Your instructions ▸ Report how many lines below contain the word "without", and give only that number.

Source material ▸
- Opening Delimiter -

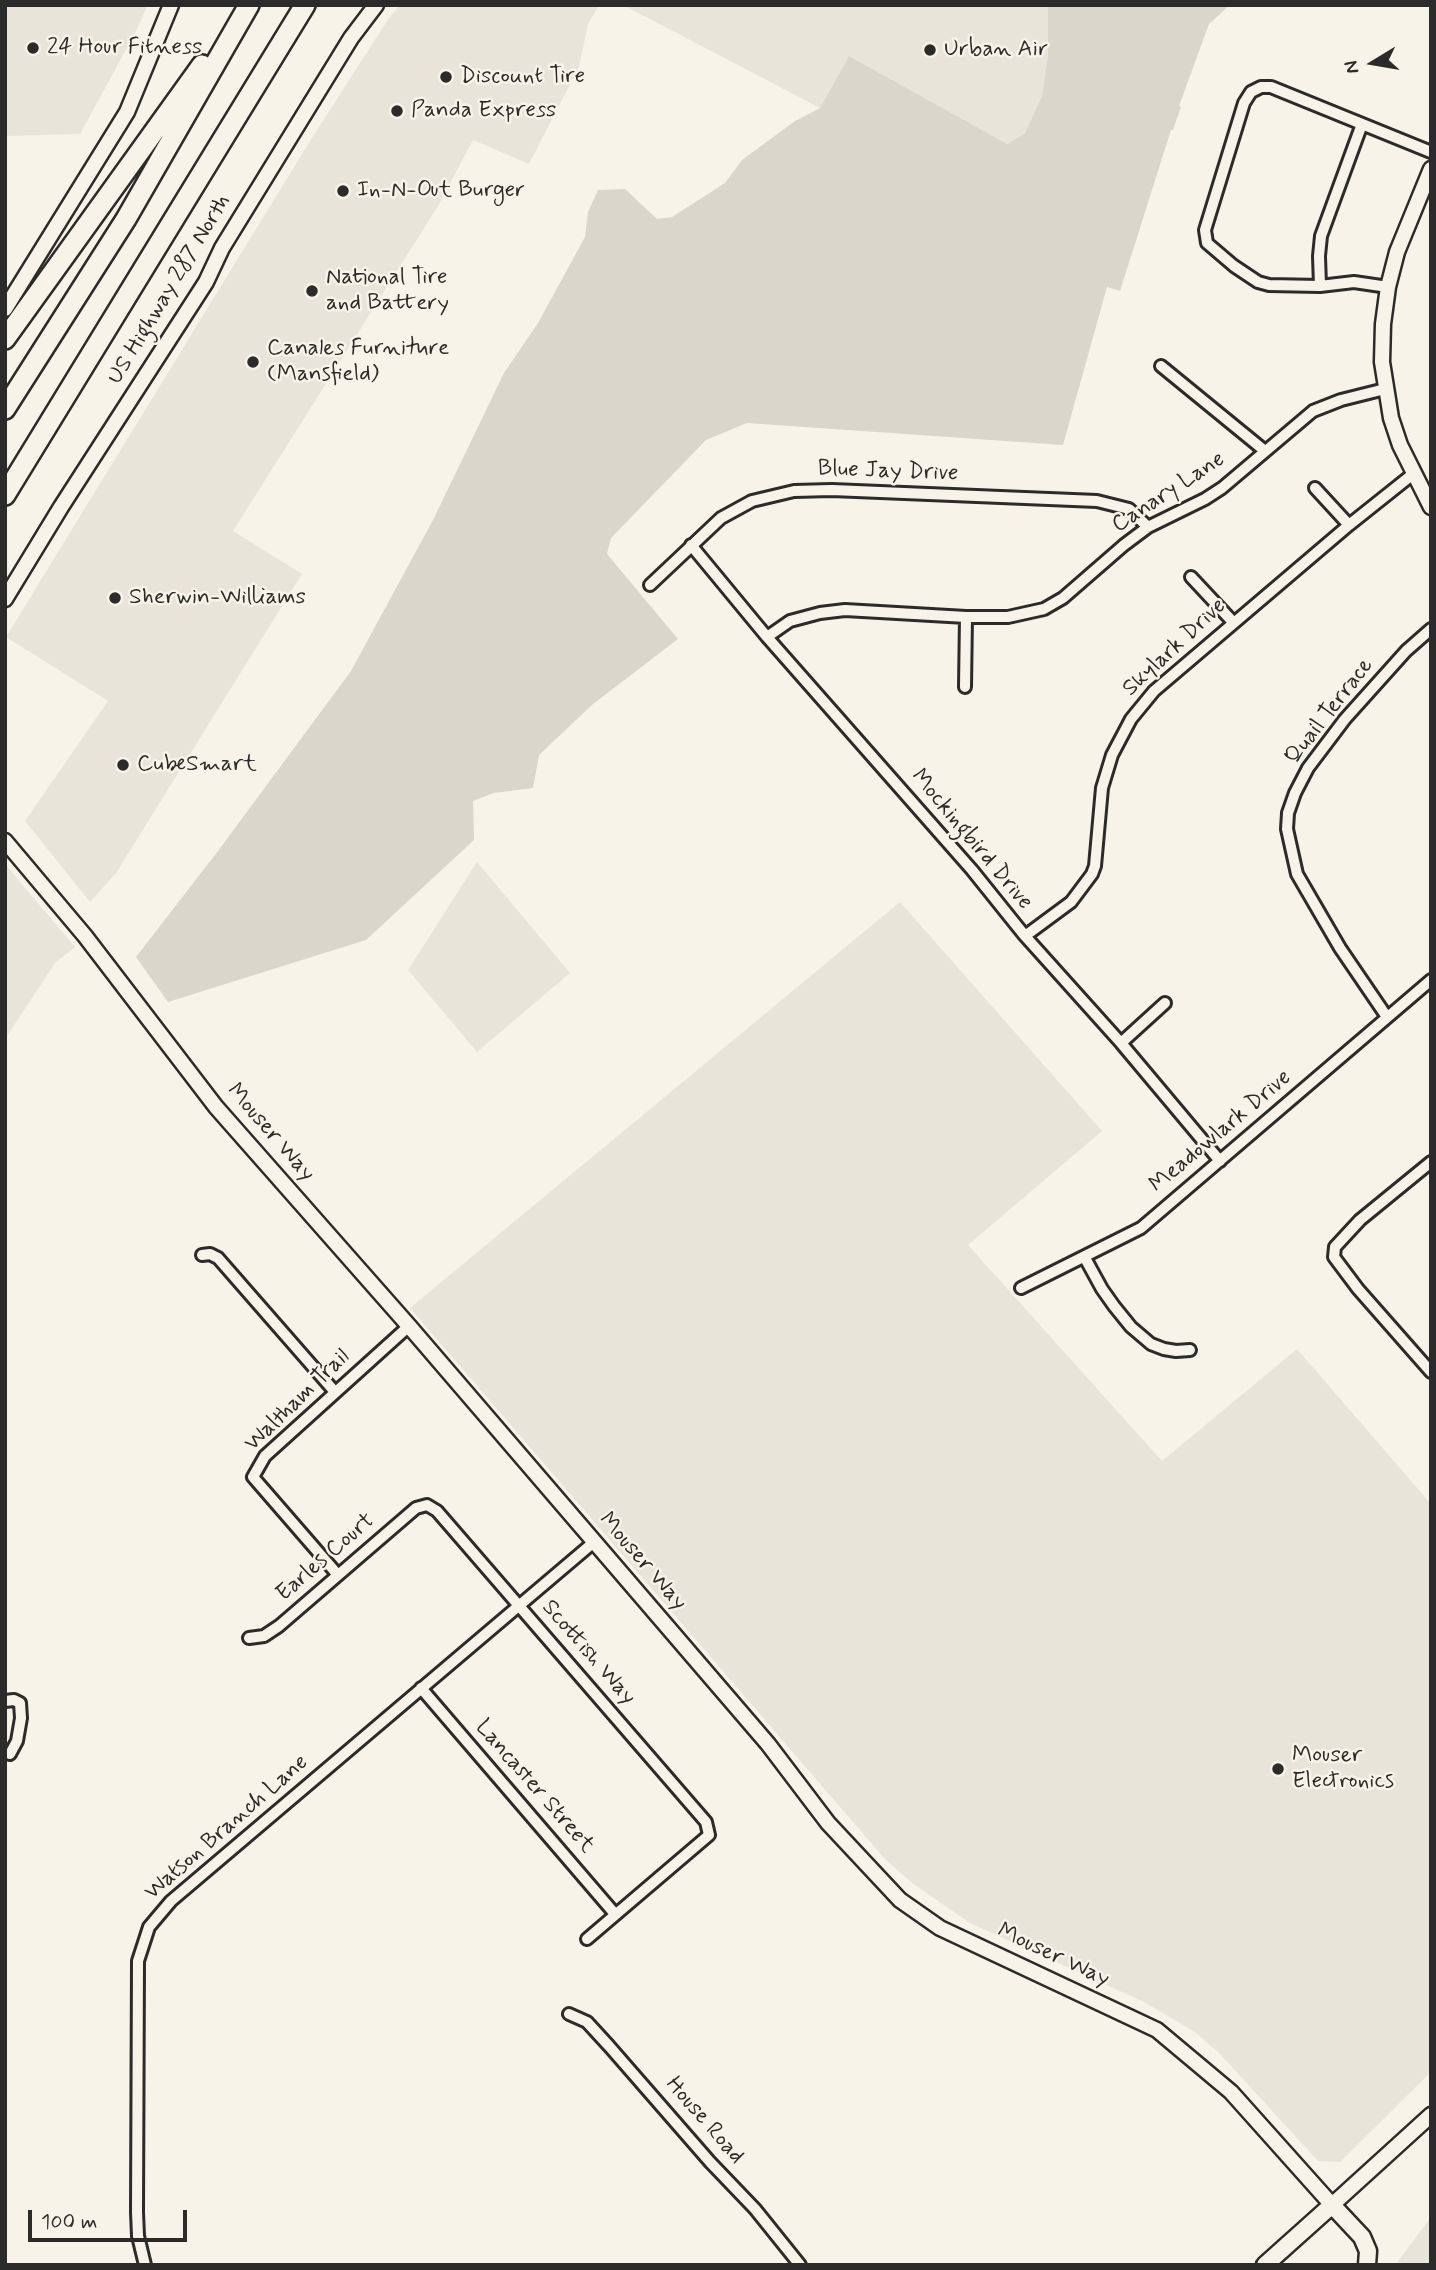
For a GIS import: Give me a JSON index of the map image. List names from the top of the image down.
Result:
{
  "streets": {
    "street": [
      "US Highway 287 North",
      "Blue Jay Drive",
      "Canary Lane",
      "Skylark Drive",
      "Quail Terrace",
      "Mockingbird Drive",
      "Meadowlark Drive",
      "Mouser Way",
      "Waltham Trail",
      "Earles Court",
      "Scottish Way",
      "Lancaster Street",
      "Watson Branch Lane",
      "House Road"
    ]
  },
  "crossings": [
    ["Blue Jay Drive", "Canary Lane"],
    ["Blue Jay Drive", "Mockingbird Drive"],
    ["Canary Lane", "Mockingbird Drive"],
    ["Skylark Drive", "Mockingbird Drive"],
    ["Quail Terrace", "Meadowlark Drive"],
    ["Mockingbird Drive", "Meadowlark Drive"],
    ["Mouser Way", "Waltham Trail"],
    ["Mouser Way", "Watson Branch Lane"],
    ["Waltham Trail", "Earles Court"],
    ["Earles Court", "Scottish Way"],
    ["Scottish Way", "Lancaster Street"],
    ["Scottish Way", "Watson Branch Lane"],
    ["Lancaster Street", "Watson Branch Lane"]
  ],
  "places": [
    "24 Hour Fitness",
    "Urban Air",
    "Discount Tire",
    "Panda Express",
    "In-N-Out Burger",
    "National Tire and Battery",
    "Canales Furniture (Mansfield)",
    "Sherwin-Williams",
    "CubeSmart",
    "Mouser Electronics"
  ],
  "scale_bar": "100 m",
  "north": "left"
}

- Closing Delimiter -
- Opening Delimiter -

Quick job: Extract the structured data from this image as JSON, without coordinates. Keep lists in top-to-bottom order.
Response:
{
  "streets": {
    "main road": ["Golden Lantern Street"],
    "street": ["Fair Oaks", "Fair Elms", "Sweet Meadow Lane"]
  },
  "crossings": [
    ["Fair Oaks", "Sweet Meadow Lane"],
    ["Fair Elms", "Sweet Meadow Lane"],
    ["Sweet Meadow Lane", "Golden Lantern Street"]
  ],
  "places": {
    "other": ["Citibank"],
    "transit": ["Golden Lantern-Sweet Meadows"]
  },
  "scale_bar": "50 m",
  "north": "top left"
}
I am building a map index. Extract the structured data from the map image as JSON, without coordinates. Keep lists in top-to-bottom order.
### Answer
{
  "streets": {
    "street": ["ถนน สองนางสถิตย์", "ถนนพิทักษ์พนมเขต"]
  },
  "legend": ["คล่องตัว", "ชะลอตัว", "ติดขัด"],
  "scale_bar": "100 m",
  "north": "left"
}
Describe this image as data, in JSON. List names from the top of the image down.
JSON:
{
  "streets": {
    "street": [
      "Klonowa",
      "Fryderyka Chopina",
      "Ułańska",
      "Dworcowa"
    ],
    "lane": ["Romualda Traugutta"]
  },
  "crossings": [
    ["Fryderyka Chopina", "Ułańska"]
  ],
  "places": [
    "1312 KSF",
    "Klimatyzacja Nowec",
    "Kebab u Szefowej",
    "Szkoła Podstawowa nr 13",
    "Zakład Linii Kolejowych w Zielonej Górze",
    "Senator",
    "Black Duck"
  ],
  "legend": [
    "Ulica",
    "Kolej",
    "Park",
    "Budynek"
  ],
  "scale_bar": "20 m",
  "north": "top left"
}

- Closing Delimiter -
- Opening Delimiter -

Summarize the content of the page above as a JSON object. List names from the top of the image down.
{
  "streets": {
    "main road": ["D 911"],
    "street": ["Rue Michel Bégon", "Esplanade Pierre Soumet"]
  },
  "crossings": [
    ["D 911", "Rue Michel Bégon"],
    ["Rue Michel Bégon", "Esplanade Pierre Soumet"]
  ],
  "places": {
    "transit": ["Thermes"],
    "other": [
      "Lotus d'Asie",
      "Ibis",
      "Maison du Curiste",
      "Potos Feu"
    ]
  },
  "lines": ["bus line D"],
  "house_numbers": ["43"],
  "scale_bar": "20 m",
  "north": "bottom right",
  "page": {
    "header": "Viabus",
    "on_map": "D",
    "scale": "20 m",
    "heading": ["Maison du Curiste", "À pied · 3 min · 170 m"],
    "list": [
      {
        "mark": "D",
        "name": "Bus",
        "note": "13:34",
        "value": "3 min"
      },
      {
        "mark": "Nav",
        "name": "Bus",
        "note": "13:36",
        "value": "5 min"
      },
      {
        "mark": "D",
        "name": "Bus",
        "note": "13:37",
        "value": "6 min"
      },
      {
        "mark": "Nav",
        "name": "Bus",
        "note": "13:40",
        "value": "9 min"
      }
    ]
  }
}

- Closing Delimiter -

Solved problem ▸ 2